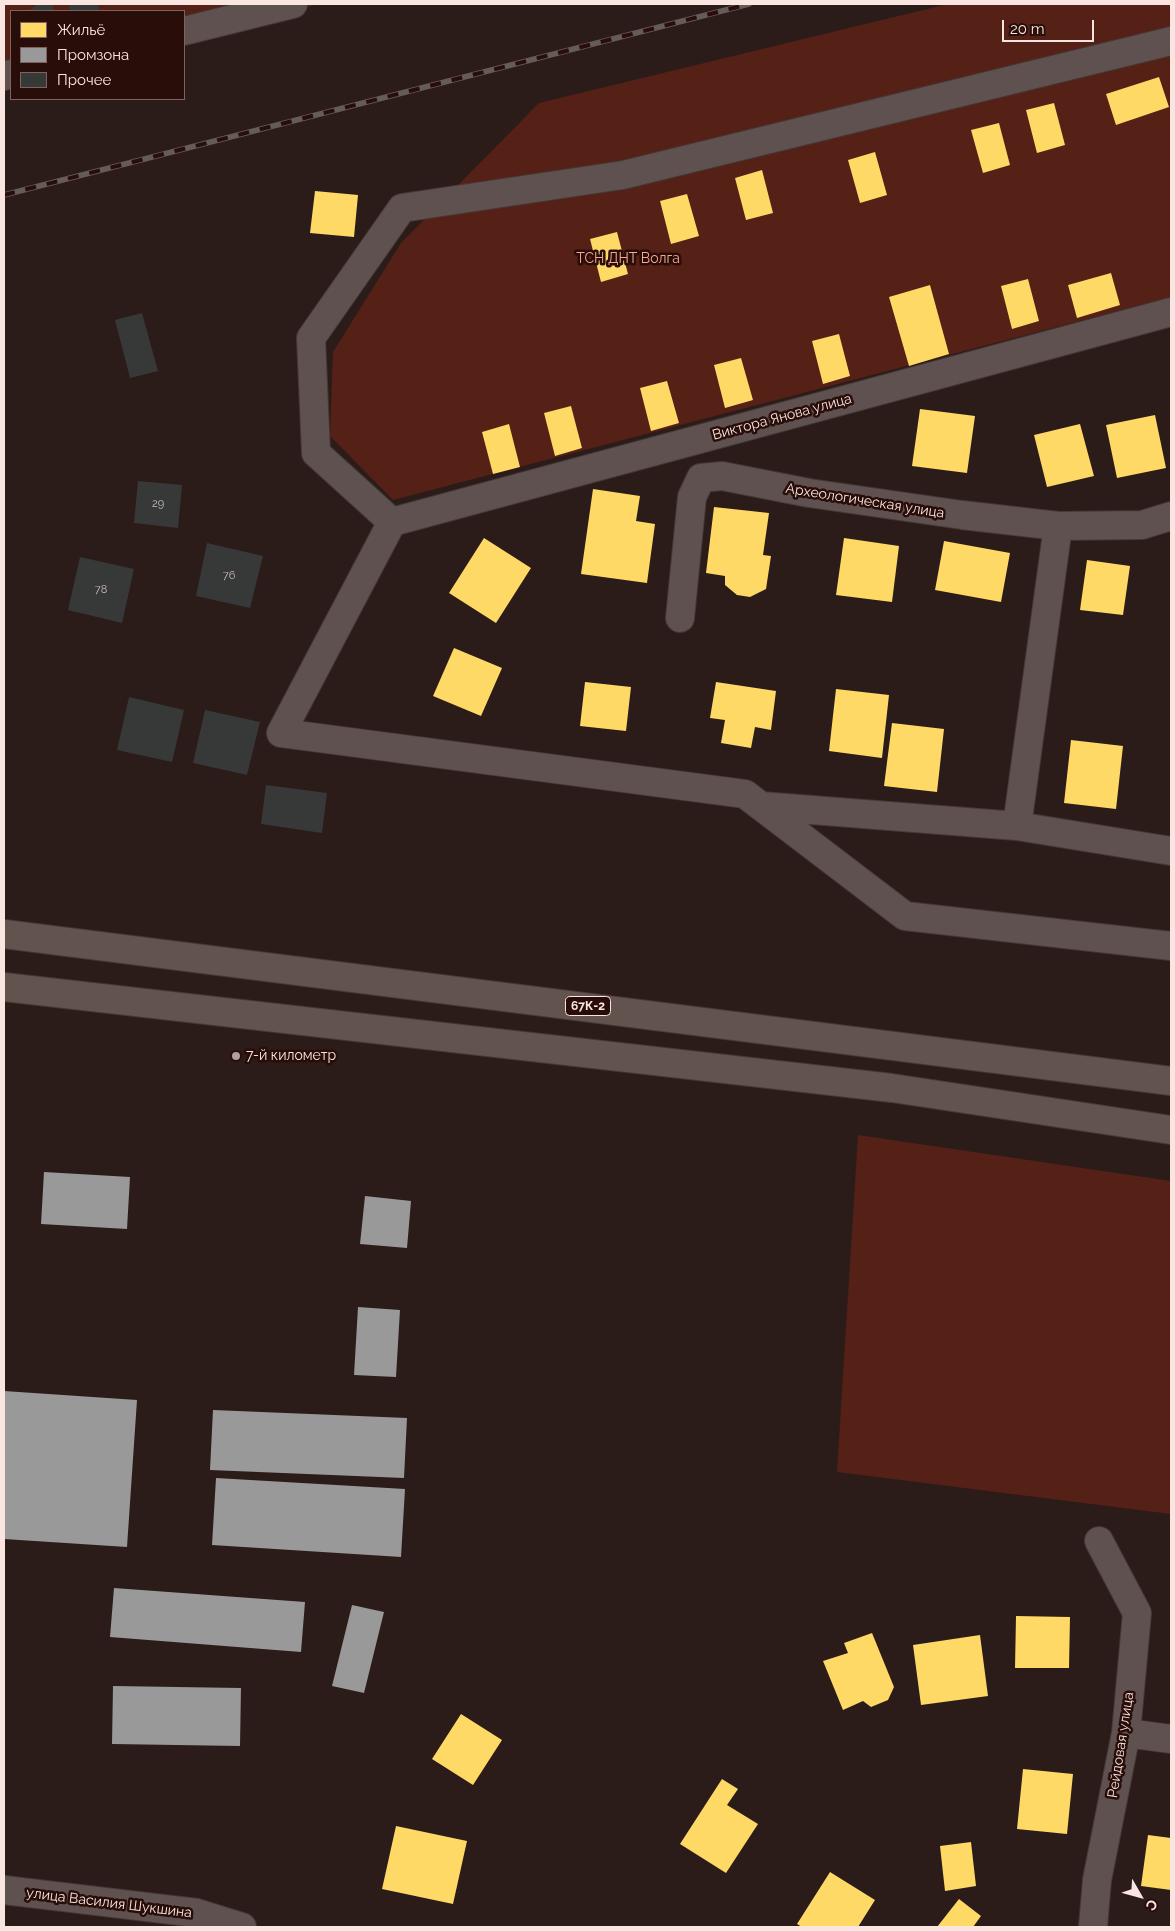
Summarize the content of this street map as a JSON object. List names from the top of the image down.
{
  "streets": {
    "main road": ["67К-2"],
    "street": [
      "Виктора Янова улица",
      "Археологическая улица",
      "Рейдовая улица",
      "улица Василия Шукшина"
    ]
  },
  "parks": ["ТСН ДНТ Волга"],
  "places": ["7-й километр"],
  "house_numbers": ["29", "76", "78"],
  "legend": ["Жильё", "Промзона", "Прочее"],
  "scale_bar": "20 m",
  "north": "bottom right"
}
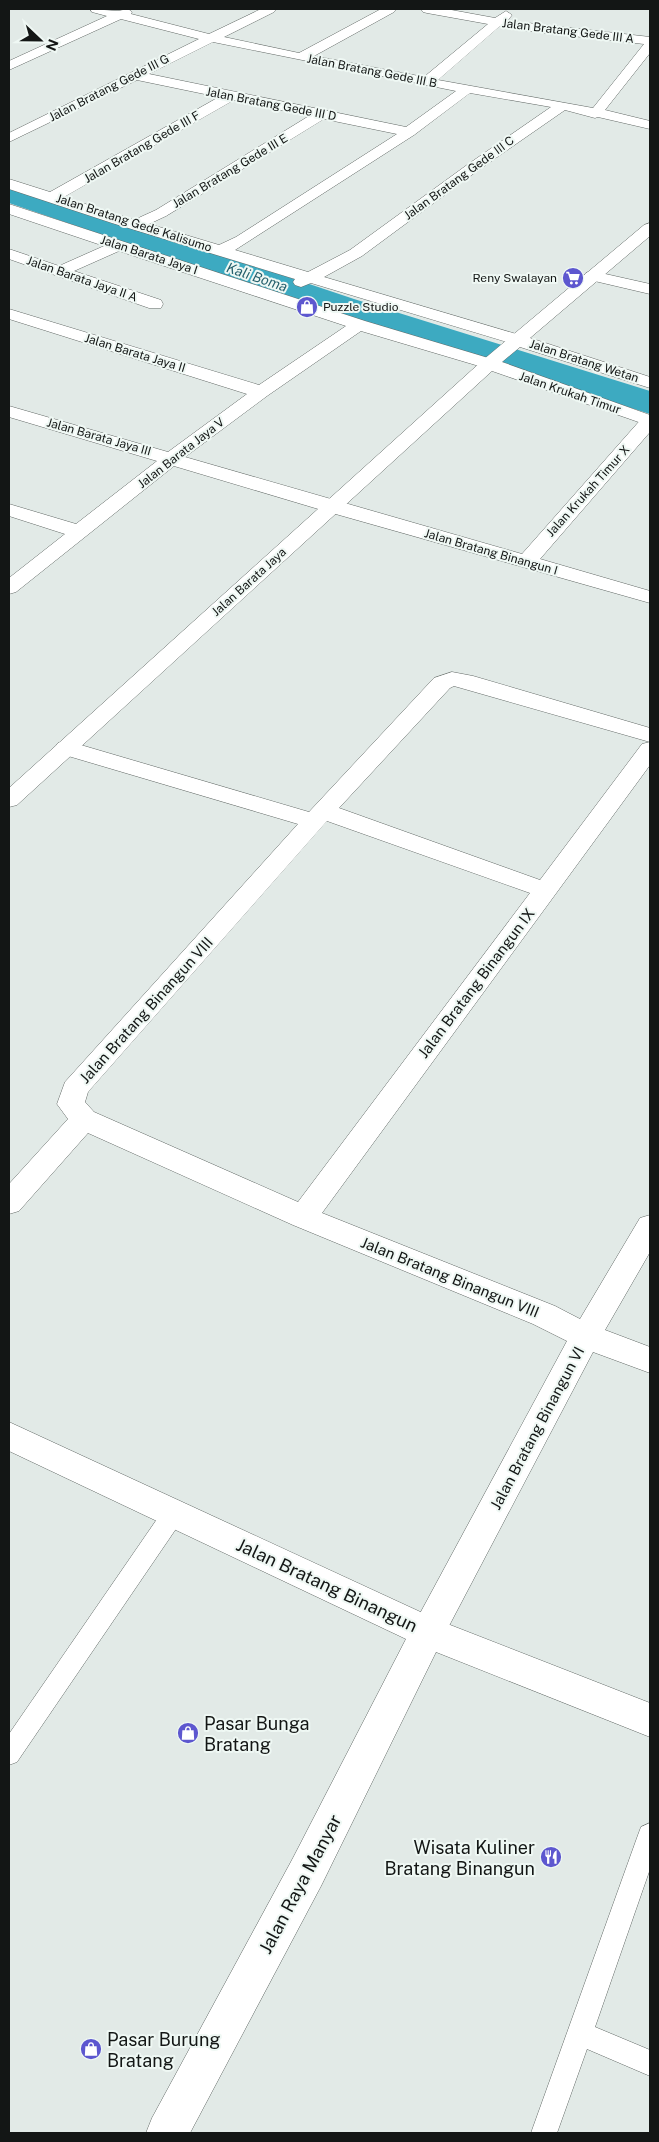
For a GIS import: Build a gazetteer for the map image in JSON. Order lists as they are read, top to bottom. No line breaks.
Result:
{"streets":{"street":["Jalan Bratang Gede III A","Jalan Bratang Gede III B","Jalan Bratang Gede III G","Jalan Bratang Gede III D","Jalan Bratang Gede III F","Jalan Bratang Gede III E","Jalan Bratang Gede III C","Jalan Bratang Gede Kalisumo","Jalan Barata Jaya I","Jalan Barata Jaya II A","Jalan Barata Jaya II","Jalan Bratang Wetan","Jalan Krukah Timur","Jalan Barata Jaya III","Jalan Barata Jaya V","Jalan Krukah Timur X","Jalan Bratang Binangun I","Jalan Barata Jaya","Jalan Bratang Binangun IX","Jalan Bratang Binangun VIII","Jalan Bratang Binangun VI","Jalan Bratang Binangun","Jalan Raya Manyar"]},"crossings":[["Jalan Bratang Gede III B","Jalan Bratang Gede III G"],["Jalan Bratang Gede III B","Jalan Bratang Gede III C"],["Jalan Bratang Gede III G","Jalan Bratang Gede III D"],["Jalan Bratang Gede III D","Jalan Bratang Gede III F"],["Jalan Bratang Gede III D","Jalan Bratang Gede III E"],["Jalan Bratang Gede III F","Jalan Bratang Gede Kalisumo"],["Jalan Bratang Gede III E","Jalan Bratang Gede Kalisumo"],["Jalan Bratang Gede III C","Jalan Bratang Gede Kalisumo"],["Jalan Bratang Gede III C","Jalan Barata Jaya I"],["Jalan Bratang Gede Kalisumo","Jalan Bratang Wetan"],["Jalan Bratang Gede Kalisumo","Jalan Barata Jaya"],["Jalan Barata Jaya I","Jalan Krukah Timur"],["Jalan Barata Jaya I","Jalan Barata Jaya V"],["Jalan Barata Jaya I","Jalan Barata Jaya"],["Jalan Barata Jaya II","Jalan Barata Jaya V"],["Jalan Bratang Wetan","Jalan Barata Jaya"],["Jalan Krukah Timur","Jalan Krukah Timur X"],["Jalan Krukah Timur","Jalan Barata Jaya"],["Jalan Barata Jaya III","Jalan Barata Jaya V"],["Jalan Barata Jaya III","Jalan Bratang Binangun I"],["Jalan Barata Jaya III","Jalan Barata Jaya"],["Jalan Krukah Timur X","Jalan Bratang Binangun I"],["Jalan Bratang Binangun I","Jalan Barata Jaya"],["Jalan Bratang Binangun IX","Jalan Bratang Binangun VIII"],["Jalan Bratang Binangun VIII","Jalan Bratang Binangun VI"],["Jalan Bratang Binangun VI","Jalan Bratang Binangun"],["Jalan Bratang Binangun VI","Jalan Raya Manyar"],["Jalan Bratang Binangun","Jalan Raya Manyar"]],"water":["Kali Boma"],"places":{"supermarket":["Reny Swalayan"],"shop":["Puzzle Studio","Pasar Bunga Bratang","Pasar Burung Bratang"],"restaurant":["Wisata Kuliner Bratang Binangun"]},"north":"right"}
───
** WHAT TO WORK ON **
Where the string "JSON" appears in a line of the entries, that line counts; state the total number of such lines and nothing else.

** RESULT FOR THIS EXERCISE **
2